Before getting to how to tune the data system, it is important to understand how Meteor queries MongoDB and provides a realtime publish/subscribe API to clients on top of a a database that doesn’t have any built-in realtime features.

There are two main modes of operation: poll-and-diff and oplog-tailing. Poll and diff is the simplest, can be used on any mongo database, and works well for single-server operation. Oplog tailing is more complicated, and provides real-time updates across multiple servers.

Poll and diff
The poll-and-diff driver works by repeatedly running your query (polling) and computing the difference between new and old results (diffing). The server will re-run the query every time another client on the same server does a write that could affect the results. It will also re-run periodically to pick up changes from other servers or external processes modifying the database . Thus poll-and-diff can deliver realtime results for clients connected to the same server, but it introduces noticeable lag (the default is 10 seconds, see below for more on this parameter) for external writes. This may or may not be detrimental to the application UX, depending on the application (eg, bad for chat, fine for todos). 

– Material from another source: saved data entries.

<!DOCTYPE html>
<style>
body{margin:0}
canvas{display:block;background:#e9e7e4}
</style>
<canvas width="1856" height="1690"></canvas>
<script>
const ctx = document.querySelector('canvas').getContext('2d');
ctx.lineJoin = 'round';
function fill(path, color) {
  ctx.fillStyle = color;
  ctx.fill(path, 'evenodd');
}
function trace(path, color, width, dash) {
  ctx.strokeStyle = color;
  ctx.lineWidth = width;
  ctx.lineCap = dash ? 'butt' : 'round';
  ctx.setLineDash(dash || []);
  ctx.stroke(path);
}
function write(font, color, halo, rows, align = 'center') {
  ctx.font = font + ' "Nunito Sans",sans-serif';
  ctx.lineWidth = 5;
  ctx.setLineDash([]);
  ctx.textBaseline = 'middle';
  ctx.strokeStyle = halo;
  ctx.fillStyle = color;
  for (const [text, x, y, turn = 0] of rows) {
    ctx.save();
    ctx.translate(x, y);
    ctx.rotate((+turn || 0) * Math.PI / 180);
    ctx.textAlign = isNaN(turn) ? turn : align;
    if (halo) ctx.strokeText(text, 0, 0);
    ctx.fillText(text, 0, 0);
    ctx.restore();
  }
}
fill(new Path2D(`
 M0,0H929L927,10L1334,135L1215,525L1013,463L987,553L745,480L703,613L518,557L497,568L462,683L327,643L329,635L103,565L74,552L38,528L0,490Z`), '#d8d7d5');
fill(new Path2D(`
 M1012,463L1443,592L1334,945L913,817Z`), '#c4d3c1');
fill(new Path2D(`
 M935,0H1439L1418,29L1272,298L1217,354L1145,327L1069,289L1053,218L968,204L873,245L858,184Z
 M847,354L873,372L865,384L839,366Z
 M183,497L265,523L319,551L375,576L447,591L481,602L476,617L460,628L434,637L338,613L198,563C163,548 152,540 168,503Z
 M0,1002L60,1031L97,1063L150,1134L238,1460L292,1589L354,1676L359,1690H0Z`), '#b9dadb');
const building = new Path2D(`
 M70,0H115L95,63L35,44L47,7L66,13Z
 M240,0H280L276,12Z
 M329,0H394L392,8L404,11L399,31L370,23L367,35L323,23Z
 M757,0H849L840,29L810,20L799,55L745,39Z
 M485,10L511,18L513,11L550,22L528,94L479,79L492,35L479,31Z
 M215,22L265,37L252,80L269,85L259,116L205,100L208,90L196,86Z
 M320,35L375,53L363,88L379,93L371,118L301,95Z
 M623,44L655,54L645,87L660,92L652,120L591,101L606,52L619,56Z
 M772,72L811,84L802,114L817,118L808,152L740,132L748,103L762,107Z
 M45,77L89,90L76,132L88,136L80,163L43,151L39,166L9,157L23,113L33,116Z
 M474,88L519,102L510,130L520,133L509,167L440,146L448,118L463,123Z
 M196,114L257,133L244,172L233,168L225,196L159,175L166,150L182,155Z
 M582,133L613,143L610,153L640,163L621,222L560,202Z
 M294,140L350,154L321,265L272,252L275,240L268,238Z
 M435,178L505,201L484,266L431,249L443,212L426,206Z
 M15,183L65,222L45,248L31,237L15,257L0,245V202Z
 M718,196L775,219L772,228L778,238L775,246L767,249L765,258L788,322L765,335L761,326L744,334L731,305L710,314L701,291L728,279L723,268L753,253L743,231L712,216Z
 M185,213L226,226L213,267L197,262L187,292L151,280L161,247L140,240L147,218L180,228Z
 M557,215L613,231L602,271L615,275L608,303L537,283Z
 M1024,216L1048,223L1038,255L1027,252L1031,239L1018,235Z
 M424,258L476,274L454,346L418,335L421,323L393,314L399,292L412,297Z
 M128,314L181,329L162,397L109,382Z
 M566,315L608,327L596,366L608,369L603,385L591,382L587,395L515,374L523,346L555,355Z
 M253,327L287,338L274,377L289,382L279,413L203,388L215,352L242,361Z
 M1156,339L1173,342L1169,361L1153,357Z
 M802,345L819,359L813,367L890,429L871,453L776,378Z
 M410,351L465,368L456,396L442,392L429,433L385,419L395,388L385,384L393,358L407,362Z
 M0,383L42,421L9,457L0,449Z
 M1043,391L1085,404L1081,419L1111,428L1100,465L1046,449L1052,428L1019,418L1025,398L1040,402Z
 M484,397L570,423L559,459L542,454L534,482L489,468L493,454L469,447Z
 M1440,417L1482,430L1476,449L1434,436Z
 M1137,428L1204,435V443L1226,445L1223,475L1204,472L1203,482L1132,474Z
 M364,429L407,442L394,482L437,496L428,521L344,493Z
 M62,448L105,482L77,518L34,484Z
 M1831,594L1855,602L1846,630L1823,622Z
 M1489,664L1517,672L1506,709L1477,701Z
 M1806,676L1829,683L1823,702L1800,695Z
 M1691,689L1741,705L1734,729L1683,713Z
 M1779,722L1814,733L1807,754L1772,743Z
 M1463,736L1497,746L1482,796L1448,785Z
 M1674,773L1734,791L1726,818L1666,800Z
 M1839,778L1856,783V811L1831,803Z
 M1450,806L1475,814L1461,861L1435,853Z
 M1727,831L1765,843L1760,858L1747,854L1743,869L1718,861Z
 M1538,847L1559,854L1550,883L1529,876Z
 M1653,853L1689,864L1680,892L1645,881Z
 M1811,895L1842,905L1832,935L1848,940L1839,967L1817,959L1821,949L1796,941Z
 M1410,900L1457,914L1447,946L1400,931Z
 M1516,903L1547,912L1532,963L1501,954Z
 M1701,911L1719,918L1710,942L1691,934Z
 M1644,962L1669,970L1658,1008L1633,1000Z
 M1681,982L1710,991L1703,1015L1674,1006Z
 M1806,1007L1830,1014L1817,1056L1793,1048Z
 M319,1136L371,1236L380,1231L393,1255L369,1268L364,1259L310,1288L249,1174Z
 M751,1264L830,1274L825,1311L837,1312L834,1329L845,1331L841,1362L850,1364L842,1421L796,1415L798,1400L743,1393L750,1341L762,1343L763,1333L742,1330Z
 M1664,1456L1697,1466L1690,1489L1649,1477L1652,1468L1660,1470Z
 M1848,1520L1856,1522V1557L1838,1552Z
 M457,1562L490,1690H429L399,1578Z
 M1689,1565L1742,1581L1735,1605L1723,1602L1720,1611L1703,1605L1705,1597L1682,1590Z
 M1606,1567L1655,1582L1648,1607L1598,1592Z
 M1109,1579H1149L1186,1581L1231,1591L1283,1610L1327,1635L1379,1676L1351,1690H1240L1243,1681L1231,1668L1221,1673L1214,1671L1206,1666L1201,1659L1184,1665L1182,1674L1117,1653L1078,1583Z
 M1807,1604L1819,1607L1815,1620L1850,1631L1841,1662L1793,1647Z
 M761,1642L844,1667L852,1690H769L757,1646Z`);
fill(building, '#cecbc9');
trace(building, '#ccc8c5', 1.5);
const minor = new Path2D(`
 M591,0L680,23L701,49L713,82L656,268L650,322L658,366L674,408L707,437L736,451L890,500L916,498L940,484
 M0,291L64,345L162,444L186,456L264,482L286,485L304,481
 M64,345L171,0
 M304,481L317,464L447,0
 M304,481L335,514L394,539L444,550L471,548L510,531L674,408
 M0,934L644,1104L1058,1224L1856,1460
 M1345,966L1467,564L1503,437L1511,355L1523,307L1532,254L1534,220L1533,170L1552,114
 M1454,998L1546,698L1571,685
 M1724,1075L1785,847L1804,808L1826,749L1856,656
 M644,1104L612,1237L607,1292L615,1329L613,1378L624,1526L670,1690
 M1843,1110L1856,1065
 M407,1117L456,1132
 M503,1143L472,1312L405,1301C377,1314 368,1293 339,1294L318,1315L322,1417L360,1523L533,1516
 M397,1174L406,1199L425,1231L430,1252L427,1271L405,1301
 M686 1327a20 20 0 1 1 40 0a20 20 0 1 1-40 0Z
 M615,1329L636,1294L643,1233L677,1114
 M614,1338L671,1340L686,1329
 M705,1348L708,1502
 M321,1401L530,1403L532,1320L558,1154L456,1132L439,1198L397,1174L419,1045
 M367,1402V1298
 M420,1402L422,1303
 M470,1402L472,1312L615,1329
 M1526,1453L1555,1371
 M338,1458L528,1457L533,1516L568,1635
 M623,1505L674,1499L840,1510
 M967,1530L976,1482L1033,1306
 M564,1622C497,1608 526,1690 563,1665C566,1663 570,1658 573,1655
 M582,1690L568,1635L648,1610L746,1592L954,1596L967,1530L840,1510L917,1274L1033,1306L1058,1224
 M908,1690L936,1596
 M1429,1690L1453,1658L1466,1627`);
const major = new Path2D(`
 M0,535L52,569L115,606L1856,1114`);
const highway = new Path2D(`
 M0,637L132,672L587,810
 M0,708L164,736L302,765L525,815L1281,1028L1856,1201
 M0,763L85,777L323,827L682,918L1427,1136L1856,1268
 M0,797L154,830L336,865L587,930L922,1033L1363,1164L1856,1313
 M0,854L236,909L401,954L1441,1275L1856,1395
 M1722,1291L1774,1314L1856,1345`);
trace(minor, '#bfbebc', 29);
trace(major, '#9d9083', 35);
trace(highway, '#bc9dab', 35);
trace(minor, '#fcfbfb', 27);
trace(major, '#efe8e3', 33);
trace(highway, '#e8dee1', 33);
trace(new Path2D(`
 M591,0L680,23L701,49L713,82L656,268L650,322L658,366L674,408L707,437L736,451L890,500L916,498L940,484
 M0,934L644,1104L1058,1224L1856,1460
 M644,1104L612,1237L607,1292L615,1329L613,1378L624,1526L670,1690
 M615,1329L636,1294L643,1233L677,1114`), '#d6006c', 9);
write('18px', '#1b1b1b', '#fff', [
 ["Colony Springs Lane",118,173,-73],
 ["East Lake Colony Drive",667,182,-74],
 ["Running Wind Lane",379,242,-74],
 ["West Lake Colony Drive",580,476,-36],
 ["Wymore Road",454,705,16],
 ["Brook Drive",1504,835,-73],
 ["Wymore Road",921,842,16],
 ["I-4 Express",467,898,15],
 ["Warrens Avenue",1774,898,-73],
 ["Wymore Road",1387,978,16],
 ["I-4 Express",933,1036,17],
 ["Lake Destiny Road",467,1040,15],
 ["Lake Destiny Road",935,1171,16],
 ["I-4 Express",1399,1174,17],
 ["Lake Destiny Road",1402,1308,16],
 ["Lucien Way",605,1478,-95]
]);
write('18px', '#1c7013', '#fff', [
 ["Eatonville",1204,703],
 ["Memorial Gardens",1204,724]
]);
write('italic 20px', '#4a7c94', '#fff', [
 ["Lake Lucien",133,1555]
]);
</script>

This approach is simple and and delivers easy to understand scaling characteristics. However, it does not scale well with lots of users and lots of data. Because each change causes all results to be refetched, CPU time and network bandwidth scale O(N^2) with users. Meteor automatically de-duplicates identical queries, though, so if each user does the same query the results can be shared. 

Oplog tailing
Oplog tailing — first introduced in Meteor 0.7 — works by reading the mongo database’s replication log that it uses to synchronize secondary databases (the ‘oplog’). This allows Meteor to deliver realtime updates across multiple hosts and scale horizontally.

The oplog is global per database cluster and requires admin permissions to access, so many users never set it up and rely on poll-and-diff for realtime updates. To enable oplog tailing, pass the MONGO_OPLOG_URL environment variable to the meteor process. When this environment variable is passed, Meteor defaults all queries to use oplog tailing. Before Meteor 1.3, this was all or nothing — new in 1.3 is the disableOplog option to collection.find()  that allows tuning this on a per-query basis.

Since each meteor process must read the whole database log, it is desirable to have fewer larger servers instead of more smaller servers when using oplog tailing. This minimizes the amount of duplicated work and saves CPU and and network bandwidth with mongo.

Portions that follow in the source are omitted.